A new North Carolina-based philanthropic foundation hopes to raise $30 million to $40 million within the next 18 months to help schools harness the power of “multimedia’’ technologies.
Officials of the C.E. Stone Foundation--which was established on May 9 in Winston-Salem, N.C.--will solicit funds from individual and corporate donors to help equip schools with the latest in information technology and computer-networking devices.
One of the foundation’s goals is to provide each of the nation’s 150,000 school libraries with CD-ROM technology and to provide funding for teacher training and curriculum development.
Rapidly becoming a fixture in many K-12 schools, CD-ROM’s are identical to the small platters that have supplanted long-playing records. They can store vastly larger amounts of computer data than conventional floppy disks, allowing still images, video clips, and sound to be stored on a disk and retrieved by computer.
Janet Vickers Gallaher established the foundation in memory of her grandfather, Clarence E. Stone Jr., a North Carolina native and the founder of the Phillips-Stone Wholesale Company.

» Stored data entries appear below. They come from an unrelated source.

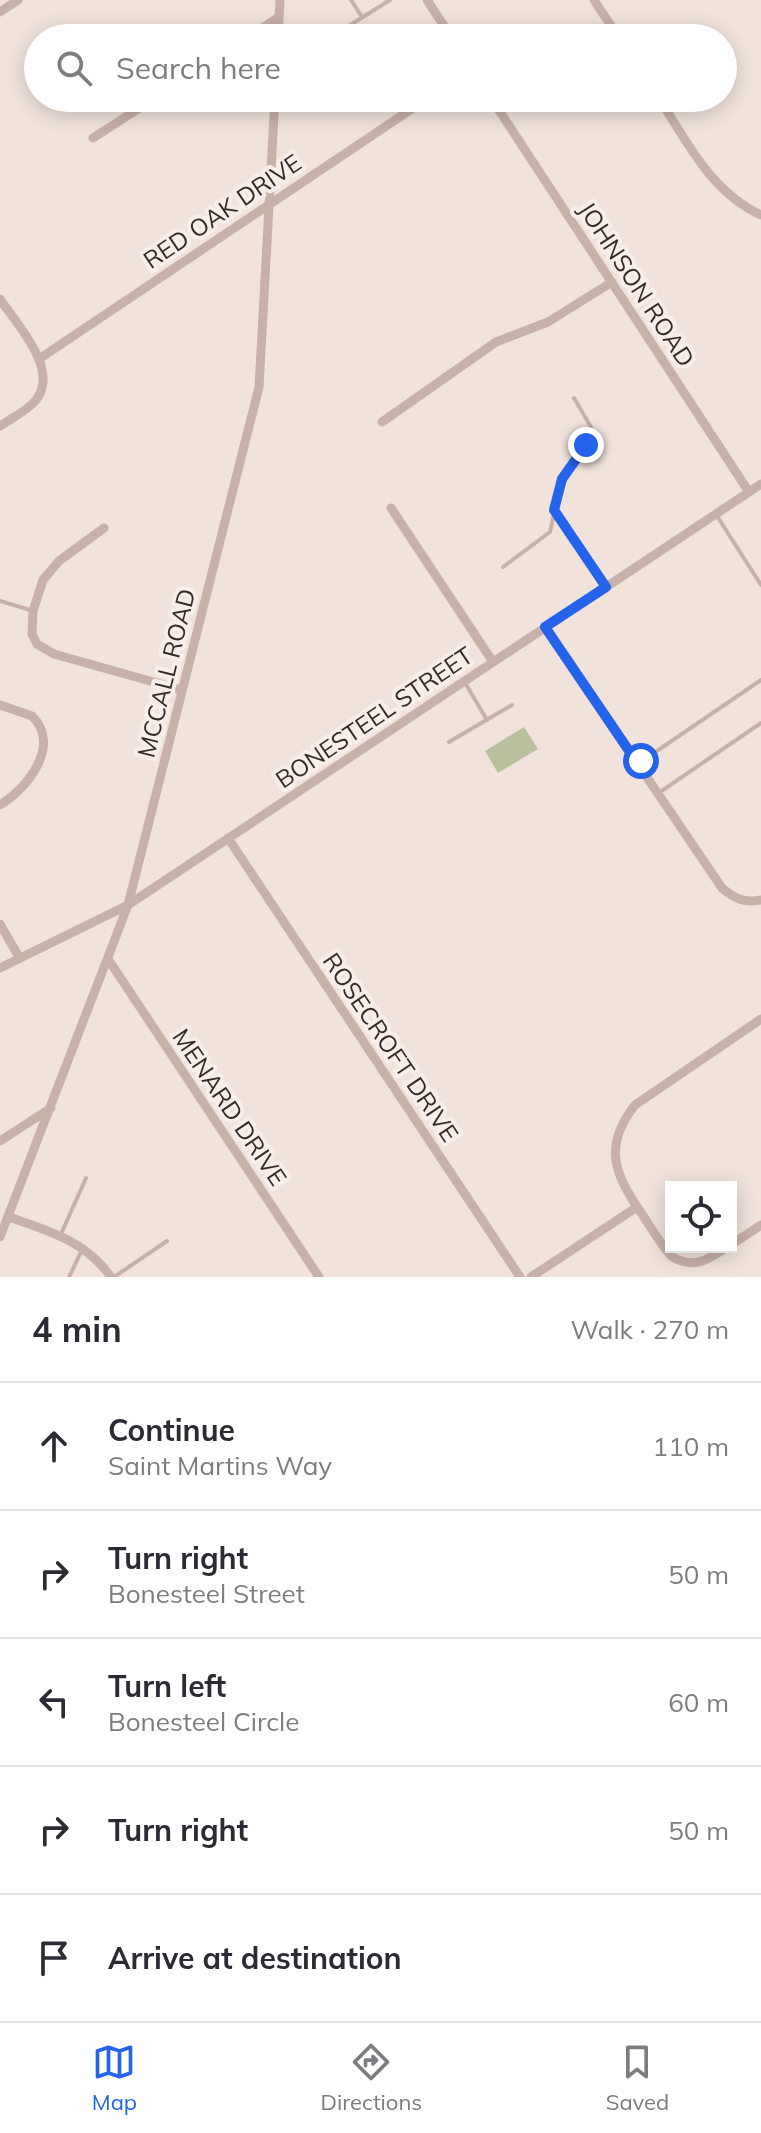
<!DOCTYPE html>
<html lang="en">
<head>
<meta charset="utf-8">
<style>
	:root { --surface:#fff; --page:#f2f2f3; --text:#2b2b33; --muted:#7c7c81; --line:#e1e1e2; --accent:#2563eb }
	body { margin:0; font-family:Mulish,sans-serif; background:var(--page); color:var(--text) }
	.controls { position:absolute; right:24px; bottom:24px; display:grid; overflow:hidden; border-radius:0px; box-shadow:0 4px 20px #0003 }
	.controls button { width:72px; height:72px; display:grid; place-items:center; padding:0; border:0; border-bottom:2px solid var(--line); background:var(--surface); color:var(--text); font:40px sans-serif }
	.stop { position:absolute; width:24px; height:24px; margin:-18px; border:6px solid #2563eb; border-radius:50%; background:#fff }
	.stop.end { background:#2563eb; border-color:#fff; box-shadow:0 2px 8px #0008 }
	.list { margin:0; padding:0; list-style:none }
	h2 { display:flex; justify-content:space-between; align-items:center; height:104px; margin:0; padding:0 32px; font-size:34px }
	h2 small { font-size:26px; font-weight:400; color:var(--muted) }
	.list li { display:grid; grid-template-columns:52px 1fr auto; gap:24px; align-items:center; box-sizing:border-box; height:128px; padding:0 32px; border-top:2px solid var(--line) }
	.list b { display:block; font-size:30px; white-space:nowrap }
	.list p { margin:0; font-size:26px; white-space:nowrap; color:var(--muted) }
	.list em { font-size:26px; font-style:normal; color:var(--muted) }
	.icon { flex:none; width:44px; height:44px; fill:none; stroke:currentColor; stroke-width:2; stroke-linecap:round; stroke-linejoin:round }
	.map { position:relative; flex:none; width:761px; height:1277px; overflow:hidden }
	.search { position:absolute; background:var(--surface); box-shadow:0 4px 20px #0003; left:24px; right:24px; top:24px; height:88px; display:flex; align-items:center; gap:20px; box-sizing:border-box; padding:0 28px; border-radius:44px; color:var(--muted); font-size:30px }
	.sheet { height:744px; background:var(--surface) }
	nav { display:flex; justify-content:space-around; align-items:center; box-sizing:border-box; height:112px; border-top:2px solid var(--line); background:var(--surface); font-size:22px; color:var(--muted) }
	nav a { display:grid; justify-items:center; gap:4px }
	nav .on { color:var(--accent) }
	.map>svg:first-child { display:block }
</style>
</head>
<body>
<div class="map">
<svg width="761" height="1277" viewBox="0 0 761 1277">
	<rect width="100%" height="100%" fill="#f1e3dc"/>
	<path fill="#babf9d" d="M524,727l14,22 -40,24 -13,-22z"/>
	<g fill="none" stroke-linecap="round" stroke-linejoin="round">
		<path stroke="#c8b1a9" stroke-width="4" d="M351,0l11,17
			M340,38l7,-11 43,-27
			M717,516l44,69
			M503,567l47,-35 12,-53 28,-43 1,-9 -17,-29
			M0,601l30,9
			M464,681l23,39
			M449,742l63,-37
			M638,764l123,-84
			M660,792l101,-69
			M61,1234l25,-56
			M69,1277l13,-27
			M114,1277l53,-36"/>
		<path stroke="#c8b1a9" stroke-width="9" d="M427,0l25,38
			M594,0l25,38
			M0,12l18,-12
			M247,38l32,-21
			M278,38l2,-38
			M491,98l258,394
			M659,98c28,44 52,94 102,117
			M93,138l62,-40
			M0,299c17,26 60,70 36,101 -9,11 -24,18 -36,26
			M39,359l389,-261
			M382,422l114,-80 52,-20 64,-40
			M391,508l102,154
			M554,510l52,77
			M104,528l-45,33 -16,19 -10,31 -1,23 5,10 17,10 128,36
			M545,627l177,261c13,11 22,15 39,12
			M0,705l32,11c30,29 -5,73 -32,89
			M228,838l292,439
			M0,924l19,33
			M108,959l211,318
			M0,968l128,-63 633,-421
			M0,1141l51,-33
			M9,1217c40,14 77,24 102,60
			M0,1237l128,-332 131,-518 16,-289
			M731,1245l30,-20
			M727,1247c-19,13 -34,23 -56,9 -11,-13 -20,-28 -29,-42 -27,-39 -40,-67 -7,-109l126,-86
			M531,1277l106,-70"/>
	</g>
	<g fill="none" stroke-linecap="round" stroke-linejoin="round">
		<path stroke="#2563eb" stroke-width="10" d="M586,445l-24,34 -8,31 52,77 -61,40 93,137 3,-3"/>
	</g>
	<g text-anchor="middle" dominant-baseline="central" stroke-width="8" stroke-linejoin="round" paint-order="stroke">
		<g font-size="24" fill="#352a28" stroke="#f8eee9">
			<text transform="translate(222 211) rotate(-34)">RED OAK DRIVE</text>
			<text transform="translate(637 284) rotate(57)">JOHNSON ROAD</text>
			<text transform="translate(166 673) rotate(-76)">MCCALL ROAD</text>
			<text transform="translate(374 717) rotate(-34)">BONESTEEL STREET</text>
			<text transform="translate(391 1047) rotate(56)">ROSECROFT DRIVE</text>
			<text transform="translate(230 1107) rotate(56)">MENARD DRIVE</text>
		</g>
	</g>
</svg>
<div class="controls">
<button><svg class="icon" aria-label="locate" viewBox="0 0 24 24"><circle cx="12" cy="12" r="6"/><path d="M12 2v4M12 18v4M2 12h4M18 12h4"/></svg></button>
</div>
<div class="stop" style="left:641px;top:761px"></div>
<div class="stop end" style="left:586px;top:445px"></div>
<div class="search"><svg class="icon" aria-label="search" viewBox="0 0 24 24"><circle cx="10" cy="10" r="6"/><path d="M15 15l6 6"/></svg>Search here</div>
</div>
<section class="sheet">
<h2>4 min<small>Walk · 270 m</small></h2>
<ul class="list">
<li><svg class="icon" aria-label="ahead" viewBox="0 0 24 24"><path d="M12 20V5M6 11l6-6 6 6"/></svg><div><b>Continue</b><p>Saint Martins Way</p></div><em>110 m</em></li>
<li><svg class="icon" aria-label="right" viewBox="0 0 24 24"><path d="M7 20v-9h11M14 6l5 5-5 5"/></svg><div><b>Turn right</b><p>Bonesteel Street</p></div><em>50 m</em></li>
<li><svg class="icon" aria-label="left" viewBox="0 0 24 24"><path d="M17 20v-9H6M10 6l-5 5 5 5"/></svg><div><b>Turn left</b><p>Bonesteel Circle</p></div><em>60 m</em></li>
<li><svg class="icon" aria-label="right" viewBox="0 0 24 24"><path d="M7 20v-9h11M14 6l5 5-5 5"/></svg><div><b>Turn right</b></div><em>50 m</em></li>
<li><svg class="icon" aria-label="arrive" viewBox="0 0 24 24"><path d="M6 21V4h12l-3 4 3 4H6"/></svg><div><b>Arrive at destination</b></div></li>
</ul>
</section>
<nav>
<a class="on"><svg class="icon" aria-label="map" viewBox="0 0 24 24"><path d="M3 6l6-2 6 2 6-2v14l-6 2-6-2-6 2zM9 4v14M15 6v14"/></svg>Map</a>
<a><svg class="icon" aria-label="directions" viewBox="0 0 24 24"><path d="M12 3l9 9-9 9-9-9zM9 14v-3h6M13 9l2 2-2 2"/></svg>Directions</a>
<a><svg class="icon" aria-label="saved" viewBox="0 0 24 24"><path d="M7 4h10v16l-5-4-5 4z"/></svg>Saved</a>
</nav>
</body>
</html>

She said the foundation hopes to launch pilot projects in a group of economically and geographically diverse school districts.
Pilot sites are to be chosen in an open competition in which educators would submit essays describing how the technology would assist their students to learn.
The foundation also plans to establish a teacher training and resource center where teachers could review educational software.
Ms. Gallaher decided to provide the foundation’s seed money after becoming convinced of the efficacy of technology as a teaching tool while home-schooling her own children.
“Our mission is to bridge the gap between information technology and the classroom,’' she said.
Technology Award
More information is available from the foundation, in care of Blake Cabot, at: Cudaback Strategic Communications, 11B Mount Auburn St., Cambridge, Mass. 02138; (617) 661-6330.
In a related development, Inabeth Miller, the former executive director of the Massachusetts Corporation for Educational Telecommunications, was recently awarded the C.E. Stone Information Technology Award for Education.
The prize is awarded annually to an individual who is committed to improving and modernizing education through the use of technology.
Ms. Miller, 58, a former classroom teacher and the director of Harvard University’s education library, is the president of the U.S. Distance Learning Association.